● **What the task requires**
The whole listing needs retyping exactly; keep the pictures out of it.

● **Provided material**
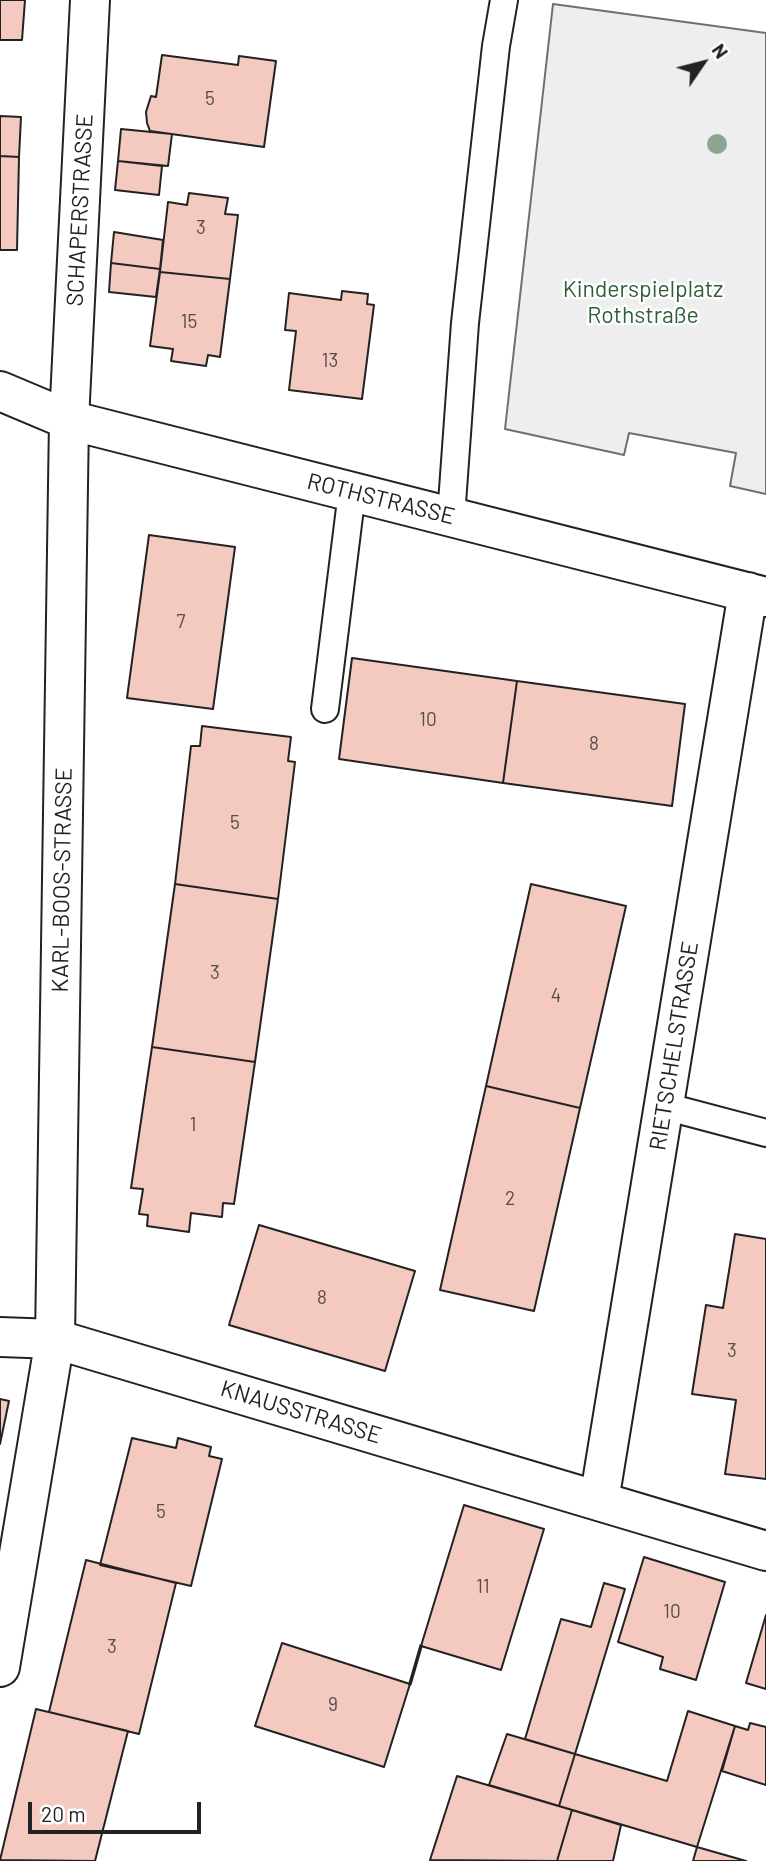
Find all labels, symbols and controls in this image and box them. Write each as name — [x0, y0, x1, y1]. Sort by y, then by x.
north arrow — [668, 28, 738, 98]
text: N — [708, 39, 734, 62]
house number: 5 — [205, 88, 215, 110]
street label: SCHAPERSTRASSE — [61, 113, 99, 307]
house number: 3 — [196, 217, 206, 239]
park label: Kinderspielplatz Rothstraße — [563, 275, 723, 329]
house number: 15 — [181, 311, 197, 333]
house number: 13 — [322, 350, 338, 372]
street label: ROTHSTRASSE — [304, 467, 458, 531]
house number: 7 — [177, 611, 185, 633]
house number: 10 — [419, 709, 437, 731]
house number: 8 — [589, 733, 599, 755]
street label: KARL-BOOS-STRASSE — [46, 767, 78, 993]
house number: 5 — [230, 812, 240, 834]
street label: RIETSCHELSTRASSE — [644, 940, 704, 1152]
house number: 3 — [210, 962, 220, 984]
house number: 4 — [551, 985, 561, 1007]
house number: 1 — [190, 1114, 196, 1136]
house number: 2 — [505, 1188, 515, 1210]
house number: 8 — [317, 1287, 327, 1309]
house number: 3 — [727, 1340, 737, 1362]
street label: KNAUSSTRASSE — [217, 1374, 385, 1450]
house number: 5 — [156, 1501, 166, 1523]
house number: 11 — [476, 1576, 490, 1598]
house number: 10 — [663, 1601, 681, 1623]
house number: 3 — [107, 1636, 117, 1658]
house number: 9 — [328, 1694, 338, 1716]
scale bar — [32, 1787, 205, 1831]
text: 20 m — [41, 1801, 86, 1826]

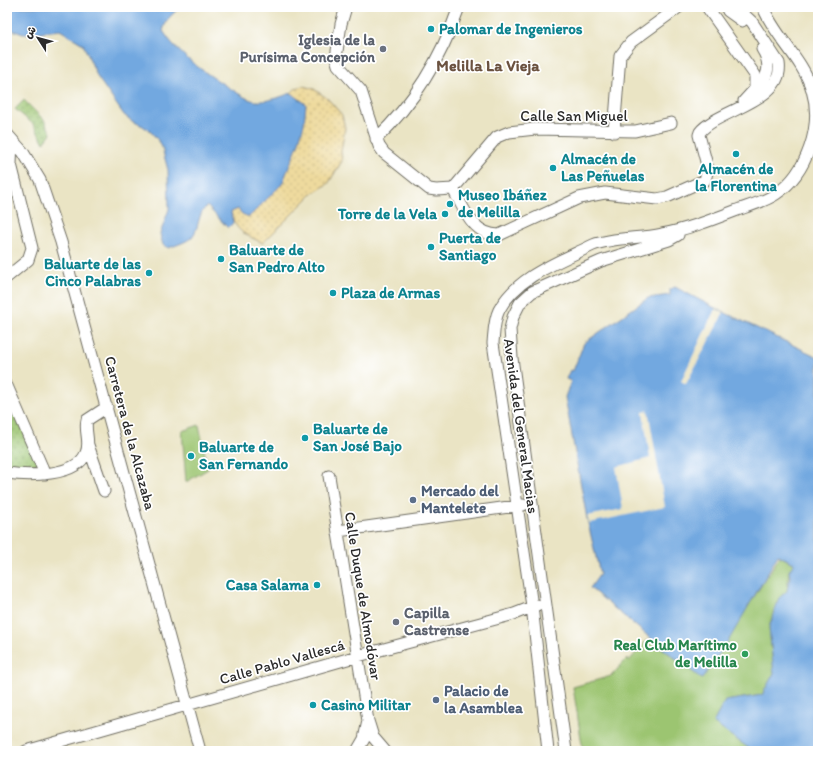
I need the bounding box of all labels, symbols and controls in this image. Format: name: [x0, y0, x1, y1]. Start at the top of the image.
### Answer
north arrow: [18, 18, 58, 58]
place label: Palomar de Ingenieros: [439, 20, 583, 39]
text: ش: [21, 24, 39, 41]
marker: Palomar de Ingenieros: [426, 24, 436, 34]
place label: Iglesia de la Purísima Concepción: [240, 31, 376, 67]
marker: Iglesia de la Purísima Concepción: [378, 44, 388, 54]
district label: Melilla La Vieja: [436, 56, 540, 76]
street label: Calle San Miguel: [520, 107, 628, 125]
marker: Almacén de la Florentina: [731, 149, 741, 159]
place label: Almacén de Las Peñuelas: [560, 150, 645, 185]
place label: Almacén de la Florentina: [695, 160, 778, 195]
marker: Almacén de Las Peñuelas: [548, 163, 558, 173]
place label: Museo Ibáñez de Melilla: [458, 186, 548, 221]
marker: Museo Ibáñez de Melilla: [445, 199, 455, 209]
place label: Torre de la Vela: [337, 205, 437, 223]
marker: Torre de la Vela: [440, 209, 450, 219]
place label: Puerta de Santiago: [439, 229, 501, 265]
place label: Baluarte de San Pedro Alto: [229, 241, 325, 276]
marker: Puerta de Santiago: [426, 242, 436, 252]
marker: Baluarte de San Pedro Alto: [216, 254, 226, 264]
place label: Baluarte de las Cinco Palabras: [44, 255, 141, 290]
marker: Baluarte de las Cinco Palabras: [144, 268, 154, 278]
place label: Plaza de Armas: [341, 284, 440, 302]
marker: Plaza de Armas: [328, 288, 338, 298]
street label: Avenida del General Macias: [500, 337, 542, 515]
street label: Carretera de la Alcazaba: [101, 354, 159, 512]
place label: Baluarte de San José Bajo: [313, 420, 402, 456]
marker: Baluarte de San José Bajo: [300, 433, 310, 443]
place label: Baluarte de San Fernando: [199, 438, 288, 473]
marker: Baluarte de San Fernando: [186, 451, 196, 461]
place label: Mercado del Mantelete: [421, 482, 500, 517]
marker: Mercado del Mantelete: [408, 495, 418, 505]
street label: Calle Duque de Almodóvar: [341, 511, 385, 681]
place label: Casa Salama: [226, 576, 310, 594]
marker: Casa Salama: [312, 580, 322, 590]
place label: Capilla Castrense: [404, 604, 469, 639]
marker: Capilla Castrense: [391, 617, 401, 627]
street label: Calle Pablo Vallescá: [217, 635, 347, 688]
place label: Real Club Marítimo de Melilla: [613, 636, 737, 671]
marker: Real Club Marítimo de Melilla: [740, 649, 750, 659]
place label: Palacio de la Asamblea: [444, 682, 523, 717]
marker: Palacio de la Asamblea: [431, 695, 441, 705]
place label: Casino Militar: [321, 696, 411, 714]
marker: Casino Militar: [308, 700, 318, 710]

● **Task output**
Find all labels, symbols and controls in this image and box them. Write each as name — [x0, y0, x1, y1]. Sort by y, then by x.
north arrow — [668, 28, 738, 98]
text: N — [708, 39, 734, 62]
house number: 5 — [205, 88, 215, 110]
street label: SCHAPERSTRASSE — [61, 113, 99, 307]
house number: 3 — [196, 217, 206, 239]
park label: Kinderspielplatz Rothstraße — [563, 275, 723, 329]
house number: 15 — [181, 311, 197, 333]
house number: 13 — [322, 350, 338, 372]
street label: ROTHSTRASSE — [304, 467, 458, 531]
house number: 7 — [177, 611, 185, 633]
house number: 10 — [419, 709, 437, 731]
house number: 8 — [589, 733, 599, 755]
street label: KARL-BOOS-STRASSE — [46, 767, 78, 993]
house number: 5 — [230, 812, 240, 834]
street label: RIETSCHELSTRASSE — [644, 940, 704, 1152]
house number: 3 — [210, 962, 220, 984]
house number: 4 — [551, 985, 561, 1007]
house number: 1 — [190, 1114, 196, 1136]
house number: 2 — [505, 1188, 515, 1210]
house number: 8 — [317, 1287, 327, 1309]
house number: 3 — [727, 1340, 737, 1362]
street label: KNAUSSTRASSE — [217, 1374, 385, 1450]
house number: 5 — [156, 1501, 166, 1523]
house number: 11 — [476, 1576, 490, 1598]
house number: 10 — [663, 1601, 681, 1623]
house number: 3 — [107, 1636, 117, 1658]
house number: 9 — [328, 1694, 338, 1716]
scale bar — [32, 1787, 205, 1831]
text: 20 m — [41, 1801, 86, 1826]

I need the bounding box of all labels, symbols and controls in this image. Format: name: [x0, y0, x1, y1]. Start at the top of the image.
### Answer
north arrow: [18, 18, 58, 58]
place label: Palomar de Ingenieros: [439, 20, 583, 39]
text: ش: [21, 24, 39, 41]
marker: Palomar de Ingenieros: [426, 24, 436, 34]
place label: Iglesia de la Purísima Concepción: [240, 31, 376, 67]
marker: Iglesia de la Purísima Concepción: [378, 44, 388, 54]
district label: Melilla La Vieja: [436, 56, 540, 76]
street label: Calle San Miguel: [520, 107, 628, 125]
marker: Almacén de la Florentina: [731, 149, 741, 159]
place label: Almacén de Las Peñuelas: [560, 150, 645, 185]
place label: Almacén de la Florentina: [695, 160, 778, 195]
marker: Almacén de Las Peñuelas: [548, 163, 558, 173]
place label: Museo Ibáñez de Melilla: [458, 186, 548, 221]
marker: Museo Ibáñez de Melilla: [445, 199, 455, 209]
place label: Torre de la Vela: [337, 205, 437, 223]
marker: Torre de la Vela: [440, 209, 450, 219]
place label: Puerta de Santiago: [439, 229, 501, 265]
place label: Baluarte de San Pedro Alto: [229, 241, 325, 276]
marker: Puerta de Santiago: [426, 242, 436, 252]
marker: Baluarte de San Pedro Alto: [216, 254, 226, 264]
place label: Baluarte de las Cinco Palabras: [44, 255, 141, 290]
marker: Baluarte de las Cinco Palabras: [144, 268, 154, 278]
place label: Plaza de Armas: [341, 284, 440, 302]
marker: Plaza de Armas: [328, 288, 338, 298]
street label: Avenida del General Macias: [500, 337, 542, 515]
street label: Carretera de la Alcazaba: [101, 354, 159, 512]
place label: Baluarte de San José Bajo: [313, 420, 402, 456]
marker: Baluarte de San José Bajo: [300, 433, 310, 443]
place label: Baluarte de San Fernando: [199, 438, 288, 473]
marker: Baluarte de San Fernando: [186, 451, 196, 461]
place label: Mercado del Mantelete: [421, 482, 500, 517]
marker: Mercado del Mantelete: [408, 495, 418, 505]
street label: Calle Duque de Almodóvar: [341, 511, 385, 681]
place label: Casa Salama: [226, 576, 310, 594]
marker: Casa Salama: [312, 580, 322, 590]
place label: Capilla Castrense: [404, 604, 469, 639]
marker: Capilla Castrense: [391, 617, 401, 627]
street label: Calle Pablo Vallescá: [217, 635, 347, 688]
place label: Real Club Marítimo de Melilla: [613, 636, 737, 671]
marker: Real Club Marítimo de Melilla: [740, 649, 750, 659]
place label: Palacio de la Asamblea: [444, 682, 523, 717]
marker: Palacio de la Asamblea: [431, 695, 441, 705]
place label: Casino Militar: [321, 696, 411, 714]
marker: Casino Militar: [308, 700, 318, 710]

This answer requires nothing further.